DATASET EXCERPTS —
++++++++++++++++++++

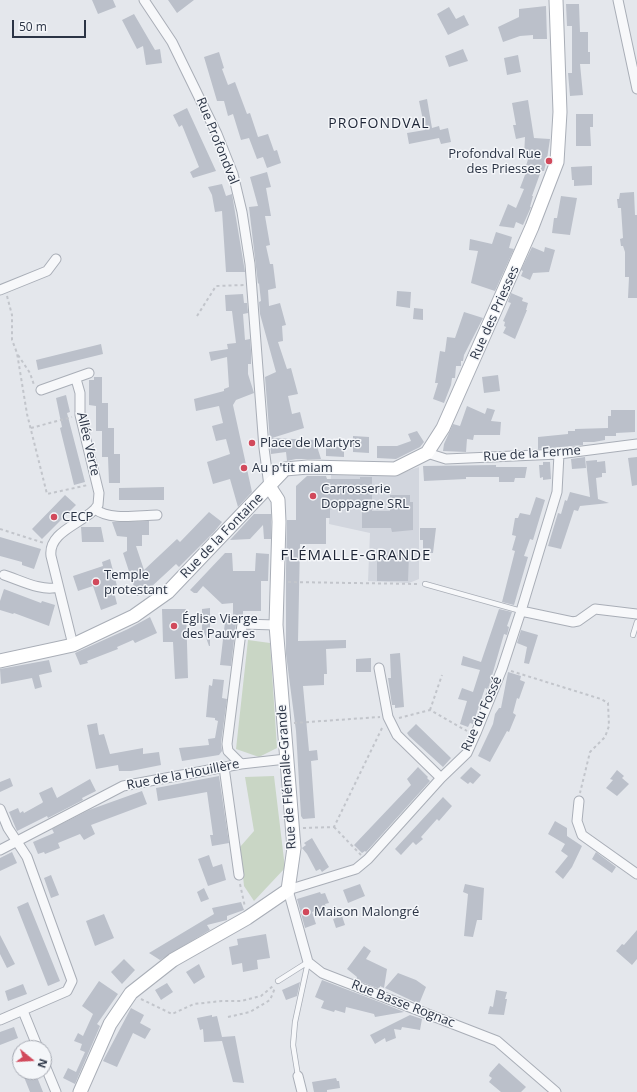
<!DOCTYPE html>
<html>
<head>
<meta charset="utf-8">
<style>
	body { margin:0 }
	#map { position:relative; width:637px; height:1092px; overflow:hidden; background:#e4e7ec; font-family:"Open Sans",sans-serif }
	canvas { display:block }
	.north { position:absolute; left:12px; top:1040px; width:40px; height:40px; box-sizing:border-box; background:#f4f6f9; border:1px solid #a4a8b1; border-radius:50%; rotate:108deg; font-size:11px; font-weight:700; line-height:16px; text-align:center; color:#2b3445 }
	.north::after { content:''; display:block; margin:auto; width:14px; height:18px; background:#d1495b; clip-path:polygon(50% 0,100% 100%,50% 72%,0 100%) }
	.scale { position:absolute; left:12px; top:20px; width:74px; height:18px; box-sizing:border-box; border:2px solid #2b3445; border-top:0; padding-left:5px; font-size:12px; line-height:14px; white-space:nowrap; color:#2b3445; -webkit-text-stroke:3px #f4f6f9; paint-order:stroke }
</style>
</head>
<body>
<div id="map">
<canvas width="637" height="1092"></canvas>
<div class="north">N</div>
<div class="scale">50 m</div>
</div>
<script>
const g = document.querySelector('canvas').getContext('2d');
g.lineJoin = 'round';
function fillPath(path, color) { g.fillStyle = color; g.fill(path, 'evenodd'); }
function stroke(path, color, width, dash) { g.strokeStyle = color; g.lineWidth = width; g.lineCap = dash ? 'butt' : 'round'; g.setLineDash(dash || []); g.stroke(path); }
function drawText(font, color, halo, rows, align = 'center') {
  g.font = font + ' "Open Sans",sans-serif'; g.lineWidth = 3; g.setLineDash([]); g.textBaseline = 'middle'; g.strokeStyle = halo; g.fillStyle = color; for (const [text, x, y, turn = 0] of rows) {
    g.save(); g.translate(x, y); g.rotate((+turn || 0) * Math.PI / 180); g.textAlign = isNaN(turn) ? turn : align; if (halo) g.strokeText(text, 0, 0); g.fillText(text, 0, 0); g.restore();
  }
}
const built = new Path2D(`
	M419 467V579L409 583 368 581 370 533 329 524 331 475 392 476Z`);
const green = new Path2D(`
	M248 640 270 643 277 748 259 757 236 749Z
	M274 776 285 868 254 901 244 886 240 847 254 831 245 777Z`);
const building = new Path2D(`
	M92 0H113L116 7 98 14Z
	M168 0H194L177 13Z
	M566 4H579L580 32H588V52H590V64H580L583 95 570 96 568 73H572V26H567Z
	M546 6 547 39H533V35L520 36 503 42 498 27 519 17V9Z
	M449 7 456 19 464 15 469 25 448 35 437 14Z
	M134 14 155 50 160 49 162 63 146 65 143 46 137 49 122 20Z
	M463 49 468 61 449 67 445 56Z
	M219 52 224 68 222 69 228 85 235 82 247 114 250 113 258 137 268 134 274 151 277 150 281 163 267 168 263 157 257 159 249 138 241 140 233 114 228 116 224 101H217L204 57Z
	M518 55 521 72 507 75 504 58Z
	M427 99 432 128 439 126 440 130 448 128 451 142 441 144 439 138 409 144 407 133 425 130 419 101Z
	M528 100 534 138 550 139 547 159 544 171H541L532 196H533L530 207H531L523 225 516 222 514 228 499 226 508 204 516 208 524 189 520 188 528 167 526 166 529 156H524L525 137 516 139 513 125H516L512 103Z
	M187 108 216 171 193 178 190 172 199 167 182 125 179 127 173 115Z
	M576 114H593V127H590L591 146H576Z
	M592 166V185L574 186V180H572L571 167Z
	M267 172 271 187 266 188 271 216H265L270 245 266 246 270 264H273L276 288 268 290 269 306 280 303 286 325 282 326 283 341 278 342 287 369 291 368 298 394 288 396 292 414 300 412 304 428 272 438 315 440 321 459H296L287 461 286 452 271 454 265 377 276 372 260 314 259 302 261 301 259 283 258 284 249 207 258 206 250 177Z
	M222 184 226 196 232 194 245 272H226L222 211 215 212 212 195 208 187Z
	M634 192 635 215H637V298H628L629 277H625V252L623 246H621L620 239 623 238 621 208H618L617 199H619L620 193Z
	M561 196 577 198 570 235 552 233 554 218H557Z
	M496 232 512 237 509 248 514 249 495 291 471 283 478 251 469 250 470 239 492 244Z
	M532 247 544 252 545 247 555 250 549 272 533 273 530 280 521 276 523 271 521 270Z
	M397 291 411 292 410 308 396 306Z
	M511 293 523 298 522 301 528 303 526 310H527L515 339 503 333 506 327 504 326 505 322 503 321 511 303 508 302Z
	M243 294 244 303H247L248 313 243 314 245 340 250 339 251 351V364H248V374L254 393 236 400 233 405 252 492 238 507 230 479 213 484 207 462 230 454 226 439 216 441 212 426 223 423 219 406 196 411 194 399 224 391V389L229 387 227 357 211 361 209 352 228 349 227 344 236 343 232 311H226L225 295Z
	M414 308 423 309V320L413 319Z
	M464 312 483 318 464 355 463 361H461V366H456L455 378H452L451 385 444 403 433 399 438 383H435L440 351 445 352 447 337 455 338Z
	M101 344 103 354 38 370 36 360Z
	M498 375 500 391 484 393 482 377Z
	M94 377H102V403H108V428H114V454H120V483H109L108 457H102V431H96V406L89 405V380H94Z
	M66 395 70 412 67 413 85 482 74 485 60 428 62 427 56 398Z
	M467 406 485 414 487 408 495 410 491 421 501 422 500 435H474L473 440 467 439 466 452 443 451 444 444 453 424 460 426Z
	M611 410H635V432L616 433V436H605V440L594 442H583V445L538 449V437L568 434V431H575V429L608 428V416H611Z
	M417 431 424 442 420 447 396 459 377 458V446H397L411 441 408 434Z
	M353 436 369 437V453L353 452Z
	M326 446 344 447V457L326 456Z
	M585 457 586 468 572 469 571 459Z
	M637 457V485L632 486 628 458Z
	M597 460V462L605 461 606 473H602V477L596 478 598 499 609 503 580 506 578 511 574 510 561 549 548 546 558 513 561 514 565 500 567 501 570 492 590 497 586 461Z
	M543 462H550L551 479 543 480V477L540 478 539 465H543Z
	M496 465V467H527L525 478H515L514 482H499V477H466V479L424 481 423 466Z
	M307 476H326L327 479H360V477H372V511H390V495H410V502H413V530L392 532 391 528H362V511H360V508L330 507V518H326V544H300L298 641 346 640V648L326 649 327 674H324V685L303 686 309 751 317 750 318 760 311 761 315 818 303 819 301 816 296 731 286 654V569L287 520H296V486Z
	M164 487V500H119V488Z
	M65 495 76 505 42 539 32 529Z
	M536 497 545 500 533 540 530 539 524 556 528 557 514 605 502 602 515 551 512 550 516 536 512 535 515 518H518L520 513 530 515Z
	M209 512 222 522 214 532 179 567 176 564 150 588 151 591 137 596 123 553 127 551V537L117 536 112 522 149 521V535H142V546H136L144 570 177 539 180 542Z
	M254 514H271V539H264L263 525 250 539 230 540Z
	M81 527H101L104 542H82Z
	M420 528H436L433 553H423V540H420Z
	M0 537 41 549 34 569 22 565V562L0 556Z
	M225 553H232L233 571H255L256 553 269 554 268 581H261V611H243V615H233V603L222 604 203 586 197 593H194L190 590Z
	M377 555H409L408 581H377Z
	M110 559 117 586 113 588 117 604 101 610 93 586 78 591 73 576 103 566 102 562Z
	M4 589 41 603 42 601 55 605 49 626 14 613 13 614 0 610V601Z
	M210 608V646H209L204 632 202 633V609Z
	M162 609H186L188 678 175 679 173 642H163Z
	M499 609 512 612 507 626 509 627 507 635 504 634 489 686 487 689 485 688 473 724 470 723 468 727 460 724 467 701 458 699 462 688 473 692 480 670 461 665 463 656 481 662Z
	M150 617 157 633 135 643 133 640 117 647 118 649 87 661 88 663 80 665 75 653 128 629Z
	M225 622 236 623 231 666 220 665Z
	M521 630 538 635 529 664 524 663 527 647 517 643Z
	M400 653 404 707 395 708V705H392L388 678H391L390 654Z
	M371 658V672H356V659Z
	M49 660 52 672 39 675 42 687 35 689 32 678 1 684 0 669Z
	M508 672 521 676 520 680 525 682 519 699 517 698 513 713 516 715 509 732 507 731 490 762 478 756 493 724 495 714 499 708H501Z
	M213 679 224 680 222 698 227 699 221 743 222 751 219 755 182 761 179 748 209 745 208 739 215 738 218 721 215 720V718L206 717 209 685 212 686Z
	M97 723 99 735 104 734 110 754 143 748V754L159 752 161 765 131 771H119L118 765 96 769 87 725Z
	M416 724 451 758 443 767 409 736 407 733Z
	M418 767 428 777 427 778 430 781 366 852 365 851 362 853 354 845 411 785 407 779Z
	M471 767 481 775 473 784 470 782 468 784 460 778Z
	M617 770 624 776 622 778 629 784 617 796 606 788 613 780 610 779Z
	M219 776 229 843 212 846 210 835H213L207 792 158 801 156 788Z
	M10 778 13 786 0 792V782Z
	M90 779 96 791 82 798 83 800 48 818 47 816 17 831 9 812 18 808 20 813 23 811 24 813 42 803 43 802 39 793 52 787 57 798Z
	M142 791 147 804 91 825 95 834 84 840 80 834 58 843 60 848 45 854 44 852 38 854 33 842 54 833 52 829 89 810Z
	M443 797 452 806 439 821 437 819 421 837 423 839 416 845 413 842 401 855 395 849Z
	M555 821 567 828V836L582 846 572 867 563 879 555 872 568 856 561 851 565 844 548 834Z
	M312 838 329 867 322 872 320 869 316 871 307 854 302 848 306 845 304 843Z
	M12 852 17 863 0 871V858Z
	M596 852 616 867 612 873 592 859Z
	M209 855 213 867 222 864 226 880 208 886 198 859Z
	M51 875 59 895 51 898 44 878Z
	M360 884 365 896 348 903 343 890Z
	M465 884 484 888 482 920H477L473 937 464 936 468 894 463 892Z
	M204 888 209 899 201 902 197 892Z
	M320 892 321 894 325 893 329 903 325 904 326 907 312 912 316 924 305 928 297 899Z
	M28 902 60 981 48 986 17 907Z
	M241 902 244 910 227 916V920L207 925 210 930 160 960 149 953 214 914 212 908Z
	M104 914 114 938 95 946 86 921Z
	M342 916 345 925 336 928 333 919Z
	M637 930V959L632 965 616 951 622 944 624 945Z
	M266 934 270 958 257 960 258 969 243 972 242 963 232 965 229 947 238 945 237 939Z
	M0 935 15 964 7 968 0 954Z
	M364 946 371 951 366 959 387 969 384 988 380 986V989L356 980 357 977 347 969Z
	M124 959 135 970 122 984 111 972Z
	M199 964 205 977 194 984 186 972Z
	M398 973 416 980 426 987 419 1004 385 988Z
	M322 980 382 1003 404 1012 375 1017 374 1014 346 1007 345 1013 335 1010 334 1012 321 1008 324 1001 315 997Z
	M99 981 118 994 97 1024 100 1026 75 1084 63 1078 68 1068 76 1072 85 1052 80 1050 82 1044 74 1041 78 1033 83 1036 93 1014 82 1006Z
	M300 982 297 996 286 1000 282 990Z
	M167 983 173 992 161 1000 155 990Z
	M23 984 27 994 8 1001 5 991Z
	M496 990 507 992 505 999H507L504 1015 488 1014 490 1006 493 1007Z
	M131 1008 144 1015 140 1023 151 1029 145 1039 133 1033 117 1067 103 1061Z
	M212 1015V1017L217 1016 222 1037 235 1036 244 1083 233 1082 222 1041 204 1042 203 1029 200 1030 197 1018Z
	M410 1015 422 1019 420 1030 402 1027 401 1030 394 1029 396 1038 386 1042 385 1038 375 1044 370 1035Z
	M14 1027 18 1038 0 1045V1032Z
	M499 1063 526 1087 521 1092H501L489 1082 492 1078 489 1076 490 1073Z
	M22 1072H35L43 1092H30Z
	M336 1078 337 1081H339L340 1088 327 1090V1092H314L312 1082Z`);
const path = new Path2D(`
	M7 296 12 315V340L17 353 27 414 47 494 88 485
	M197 316 216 286 244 285
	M18 355 30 373 34 385
	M31 428 72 417
	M0 529 44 543
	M288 582 418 584
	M511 671 601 699 608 703 609 726 605 737 590 752 580 793
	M430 710 442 675
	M399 718 430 710 467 731
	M294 723 380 717
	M334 827 361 855
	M303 828 334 827 383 726
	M240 884 245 907
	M141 999 172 1014 194 1004 222 1001H241L261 996 273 986
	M228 1017 250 1012 270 1000 275 988`);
const lane = new Path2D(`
	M425 584 521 611
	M633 635 637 622
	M278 981 308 962 295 1022 293 1045 298 1076`);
const street = new Path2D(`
	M144 0 172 42 217 134 233 174 242 212 250 264 264 448 269 486
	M618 0 637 89
	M0 290 47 271 56 259
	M41 390 89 373
	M427 453 446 459 559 454 637 444
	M95 509C110 521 139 515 157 515
	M4 575C20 580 42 592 58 587
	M521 611 573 622 578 621 595 609 637 614
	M73 645 51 556C48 532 81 524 95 509L98 505 99 493 80 415V393L76 379
	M379 668 388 717 397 735 441 778
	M241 764 228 751 227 744 242 624 276 625
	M224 767 239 875
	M579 801 577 821 582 835 637 874
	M0 809 8 828 27 857 72 981 67 991 0 1020
	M0 850 123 786 241 764 286 759
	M23 1011 38 1048
	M44 1063 56 1092
	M298 1076 302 1092
	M556 1092 497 1041 322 973 308 962 288 890 356 869 368 859 441 778 467 753 476 733 502 669 521 611 557 492 559 454`);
const secondary = new Path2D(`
	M0 661 73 645 134 616 168 592 285 469 308 467 395 469 427 453 443 428 532 227 557 162 560 112 556 0
	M80 1092 110 1024 131 993 173 960 247 918 288 890 294 848 276 625 279 522 278 500 269 486`);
const markers = [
	[549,161,4,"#d1495b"],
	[252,443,4,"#d1495b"],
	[244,468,4,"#d1495b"],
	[313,496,4,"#d1495b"],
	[54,517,4,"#d1495b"],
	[96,582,4,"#d1495b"],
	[174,626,4,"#d1495b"],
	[306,912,4,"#d1495b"]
];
const streetNames = [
	["Rue Profondval",217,141,68],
	["Rue des Priesses",495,313,-66],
	["Allée Verte",88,444,77],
	["Rue de la Ferme",532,454,-4],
	["Rue de la Fontaine",222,536,-46],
	["Rue du Fossé",482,714,-66],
	["Rue de la Houillère",183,775,-11],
	["Rue de Flémalle-Grande",287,777,-94],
	["Rue Basse Rognac",403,1004,21]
];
const poiNames = [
	["Profondval Rue",541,154,"right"],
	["des Priesses",541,169,"right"],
	["Place de Martyrs",260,443],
	["Au p'tit miam",252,468],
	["Carrosserie",321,489],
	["Doppagne SRL",321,504],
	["CECP",62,517],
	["Temple",104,575],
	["protestant",104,590],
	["Église Vierge",182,619],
	["des Pauvres",182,634],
	["Maison Malongré",314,912]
];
const neighbourhoodNames = [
	["PROFONDVAL",379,124]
];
const quarterNames = [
	["FLÉMALLE-GRANDE",356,556]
];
fillPath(built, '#d2d6de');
fillPath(green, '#c9d6c5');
fillPath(building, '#bbc0ca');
stroke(lane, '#a9aeb7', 6);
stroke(street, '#a9aeb7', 11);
stroke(secondary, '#a9aeb7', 15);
stroke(path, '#c2c5cb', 2, [3, 3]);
stroke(lane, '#f7f8fa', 4.5);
stroke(street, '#f7f8fa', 9);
stroke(secondary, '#fff', 13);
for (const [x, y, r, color] of markers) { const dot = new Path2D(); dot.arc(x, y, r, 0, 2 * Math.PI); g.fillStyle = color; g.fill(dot); stroke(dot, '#f4f6f9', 1.5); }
drawText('13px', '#2b3445', '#f4f6f9', streetNames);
drawText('13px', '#2b3445', '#f4f6f9', poiNames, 'left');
g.letterSpacing = '1px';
drawText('14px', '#1d2536', '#f4f6f9', neighbourhoodNames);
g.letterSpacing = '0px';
g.letterSpacing = '1px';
drawText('15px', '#1d2536', '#f4f6f9', quarterNames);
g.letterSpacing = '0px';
</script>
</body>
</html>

++++++++++++++++++++

WORK ITEM — Transcribe only these lines, exactly: the first line of the listing, every line after it, and the line with "position:absolute; left:12px; top:1040px;", where the copy ends. Include no picture.

ANSWER BOX —
<!DOCTYPE html>
<html>
<head>
<meta charset="utf-8">
<style>
	body { margin:0 }
	#map { position:relative; width:637px; height:1092px; overflow:hidden; background:#e4e7ec; font-family:"Open Sans",sans-serif }
	canvas { display:block }
	.north { position:absolute; left:12px; top:1040px; width:40px; height:40px; box-sizing:border-box; background:#f4f6f9; border:1px solid #a4a8b1; border-radius:50%; rotate:108deg; font-size:11px; font-weight:700; line-height:16px; text-align:center; color:#2b3445 }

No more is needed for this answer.